◆ Task description: Please filter the data below down to the lines holding the string "lists".

◆ Excerpted data:
=-=-=-=-=

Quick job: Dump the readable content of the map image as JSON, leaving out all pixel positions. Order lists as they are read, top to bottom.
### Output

=-=-=-=-=

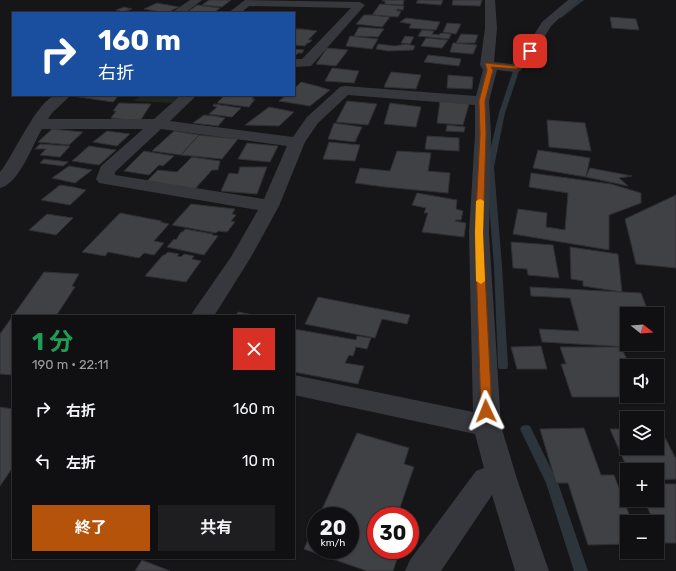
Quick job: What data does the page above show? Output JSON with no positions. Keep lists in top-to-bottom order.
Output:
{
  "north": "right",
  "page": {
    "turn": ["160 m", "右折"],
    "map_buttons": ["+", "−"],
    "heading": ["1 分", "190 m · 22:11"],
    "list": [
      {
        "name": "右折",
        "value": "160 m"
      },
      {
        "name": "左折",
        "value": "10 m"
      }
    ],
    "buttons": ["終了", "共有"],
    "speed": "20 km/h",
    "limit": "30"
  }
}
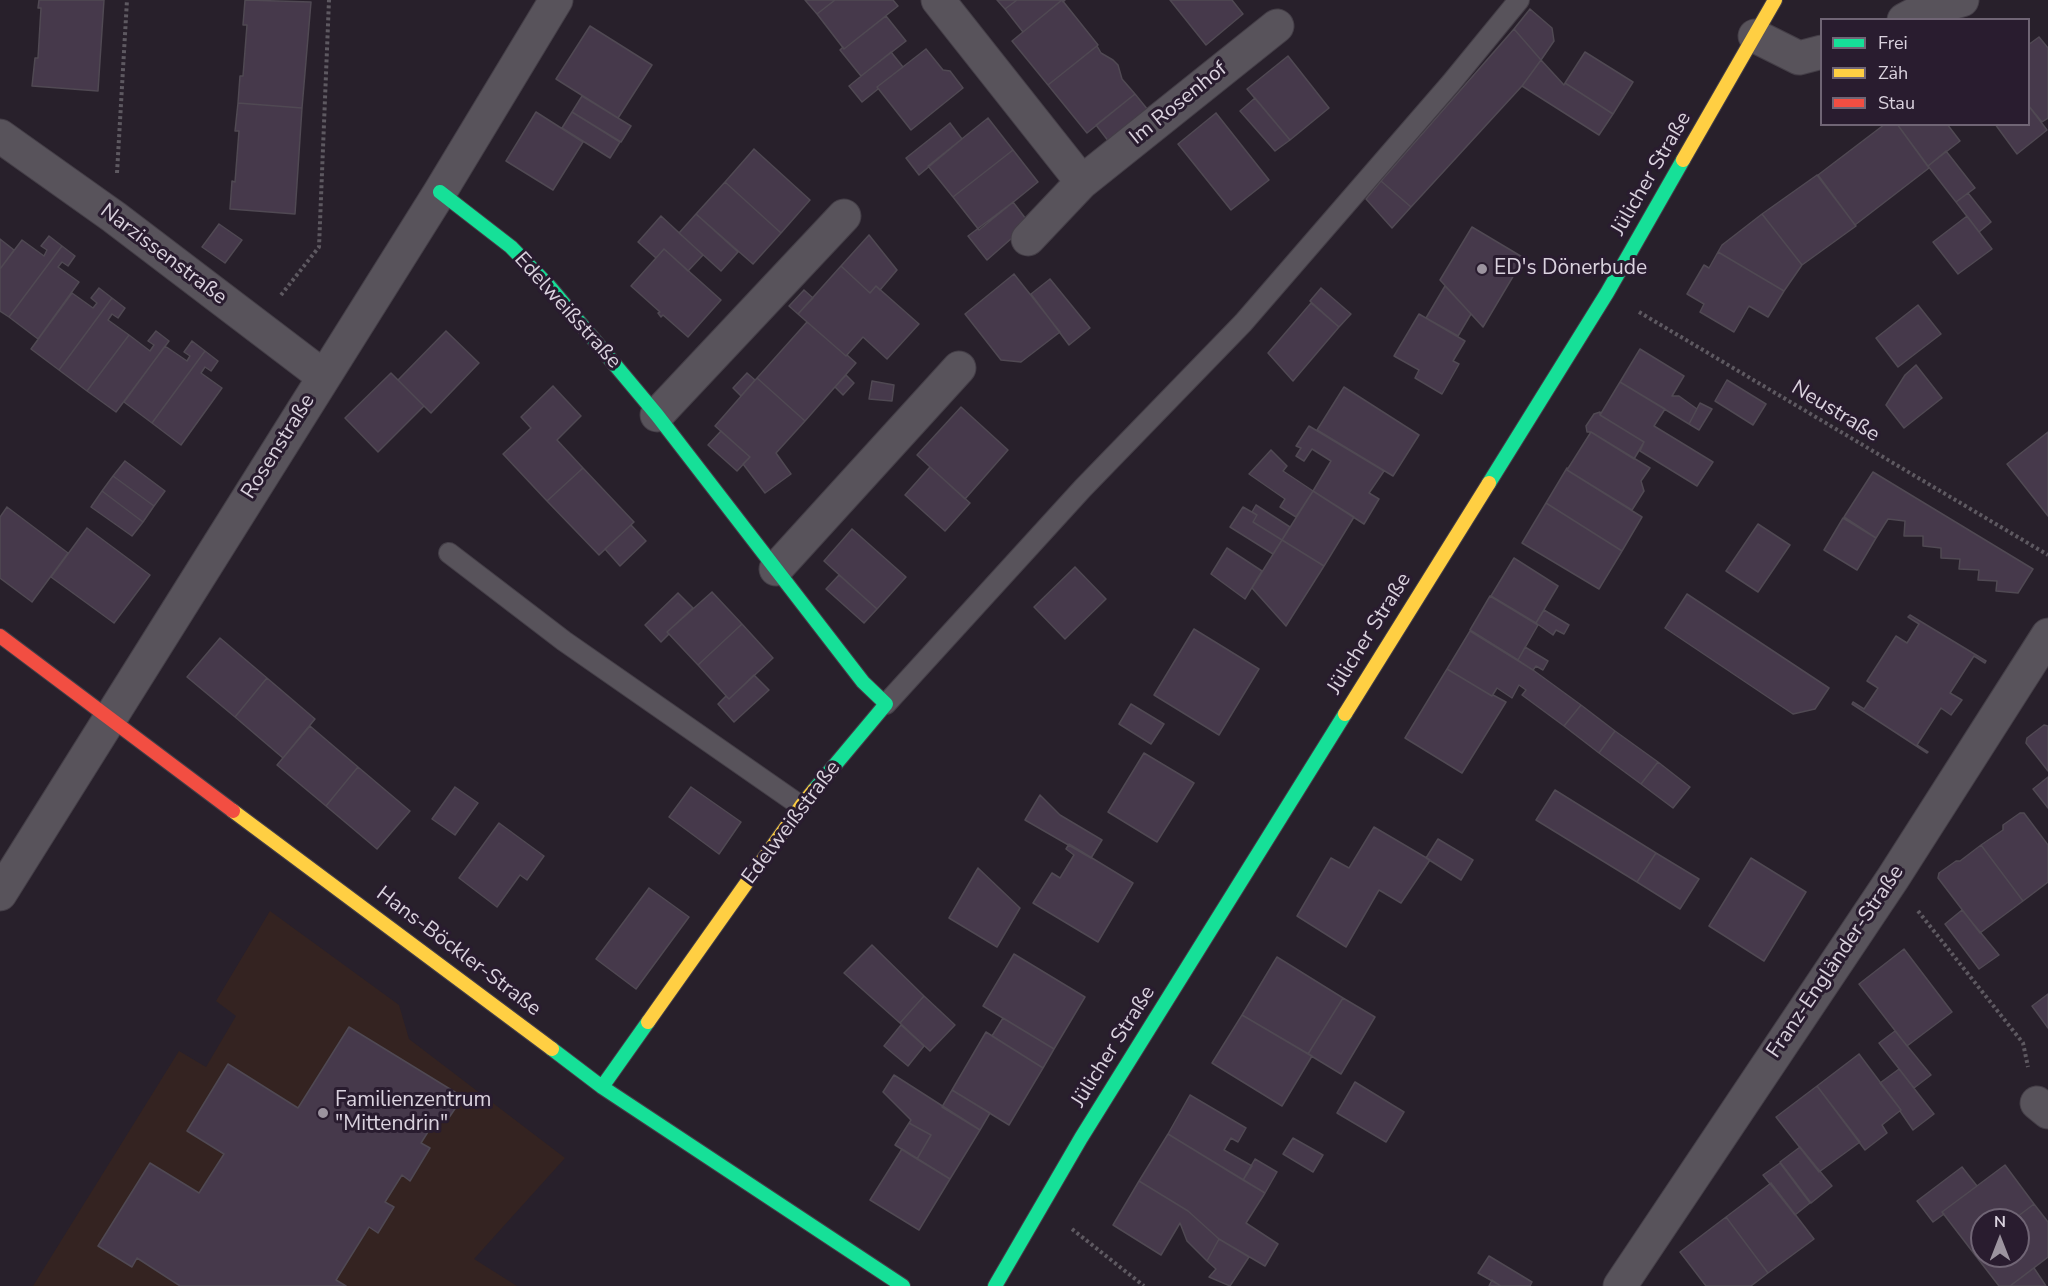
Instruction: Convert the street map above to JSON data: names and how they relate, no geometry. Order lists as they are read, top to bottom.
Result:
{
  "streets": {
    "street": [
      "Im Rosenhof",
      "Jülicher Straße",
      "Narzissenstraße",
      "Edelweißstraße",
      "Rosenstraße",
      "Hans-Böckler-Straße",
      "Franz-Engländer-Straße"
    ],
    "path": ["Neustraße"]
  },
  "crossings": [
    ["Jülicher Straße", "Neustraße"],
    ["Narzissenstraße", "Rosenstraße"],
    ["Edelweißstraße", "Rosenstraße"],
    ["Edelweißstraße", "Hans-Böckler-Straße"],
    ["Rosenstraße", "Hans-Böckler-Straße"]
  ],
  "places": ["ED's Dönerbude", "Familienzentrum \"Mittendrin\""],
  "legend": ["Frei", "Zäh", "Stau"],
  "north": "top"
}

=-=-=-=-=

◆ Output of the task:
Quick job: Dump the readable content of the map image as JSON, leaving out all pixel positions. Order lists as they are read, top to bottom.
Quick job: What data does the page above show? Output JSON with no positions. Keep lists in top-to-bottom order.
Instruction: Convert the street map above to JSON data: names and how they relate, no geometry. Order lists as they are read, top to bottom.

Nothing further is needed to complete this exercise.